A presidential primary and a novel coronavirus are raging concurrently in the United States, but public health officials said Thursday they’re not concerned about the possible spread of the virus through the shoulder-to-shoulder crowds of campaign rallies.
While Gov. Mike DeWine and Public Health Director Dr. Amy Acton issued a formal order to mostly prohibit spectators at the Arnold Sports and Fitness Expo Thursday morning, they agreed in interviews the sports event carried unique risks that don’t hold true for large-scale public rallies.
“We are  days away from the Ohio primary, we do not see any danger in political rallies, we don’t see any danger in regard to voting, we would not anticipate that would be in any way impacted,” DeWine said.
Acton concurred, saying the most prudent steps forward would be for people to wash their hands, cover their coughs and stay home when feeling ill.
The state has not confirmed any cases of the COVID-19 disease in Ohio, per state data Thursday afternoon. However, state officials say the virus is likely to appear in the state at some point.
Three people are under investigation, meaning they are awaiting lab results and have exhibited symptoms of respiratory illness and recently traveled to China or been in contact with a person known to have COVID-19.
According to federal data from Thursday, health officials have reported 99 cases of the disease spread over 13 states. Ten people have died. The New York Times, drawing on additional data from local health agencies and hospitals, reports there are at least 226 cases in the U.S. and 14 deaths as of Friday morning.
Ohio’s primary is scheduled for March 17, and as the presidential field has winnowed to two candidates in a tight race, Senator Bernie Sanders and former Vice President Joe Biden are likely to arrive in the Buckeye State to jockey for Ohio’s delegates. Congresswoman Tulsi Gabbard is in the race as well, but her chances of winning the primary are minuscule.
Neither the Biden nor Sanders campaign responded to inquiries about whether the organizations are undertaking any preventative health measures in planning events.
State Democratic Party Chairman David Pepper said there are no confirmed presidential rallies before the primary. However, some are likely to pop up with either surrogates or the candidates themselves.
He said if the epidemic turns up in Ohio, he trusts DeWine, a Republican, to make a sound decision regarding the rallies as they relate to public health. He said DeWine’s decision to curtail the Arnold earns him some credibility.
“I would say they’re going to play it straight,” he said. “I don’t think you’re going to see a partisan approach by them … They clearly showed there [at the Arnold] that at the risk of both economics and potentially people being upset — and that maybe is political — they’re trying to get it right.”
DeWine said the threat the state recognized at the Arnold is different from that of a political rally, Columbus Blue Jackets game, or the upcoming NCAA basketball tournament in Cleveland for several reasons.
For instance, the Arnold draws participants from 80 countries, it lasts for several days, and the non-assigned seating all made for a higher risk of transmission of a viral disease.
DeWine said he’ll be looking to local health departments for assessments regarding future events. But on a bleaker note, he said the virus is likely coming to Ohio and will be here a while, and Ohioans shouldn’t let this stop them from living life altogether.

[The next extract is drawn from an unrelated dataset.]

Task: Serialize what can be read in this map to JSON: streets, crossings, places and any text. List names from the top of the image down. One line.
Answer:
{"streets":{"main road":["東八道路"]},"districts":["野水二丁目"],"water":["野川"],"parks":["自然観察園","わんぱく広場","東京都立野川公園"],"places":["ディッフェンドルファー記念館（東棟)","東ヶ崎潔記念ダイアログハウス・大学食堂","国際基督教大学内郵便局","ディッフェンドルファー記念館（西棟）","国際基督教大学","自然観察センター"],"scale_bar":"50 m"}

Speaking at a COVID preparedness summit in Columbus, several local health officials said they’re not worried about campaign rallies at the moment, but emphasized situations develop quickly when it comes to infectious diseases.
Cuyahoga County Health Commissioner Terry Allan said public health assessments are all about context: are there cases in Ohio when any events are being planned? Are there instances of community transmissions in neighboring areas?
He said government officials and health experts would need to consider these and other factors.
“I would expect to see candidates moving just about anywhere and everywhere, so we’ve got to think about that context, we need to model behavior, and I’d expect candidates would be doing the same thing,” he said.
Hamilton County Health Commissioner Greg Kesterman said he would like to see open lines of communication between campaigns and public health officials in whatever communities they stop in.
However, he said it’s too early to say whether the rallies could pose any public health threat.
“We would do whatever we can to make sure we keep the community safe and the candidate safe when they come to our community,” he said. “So we would take necessary steps at that time.”
This story was updated Friday morning with additional coronavirus case data.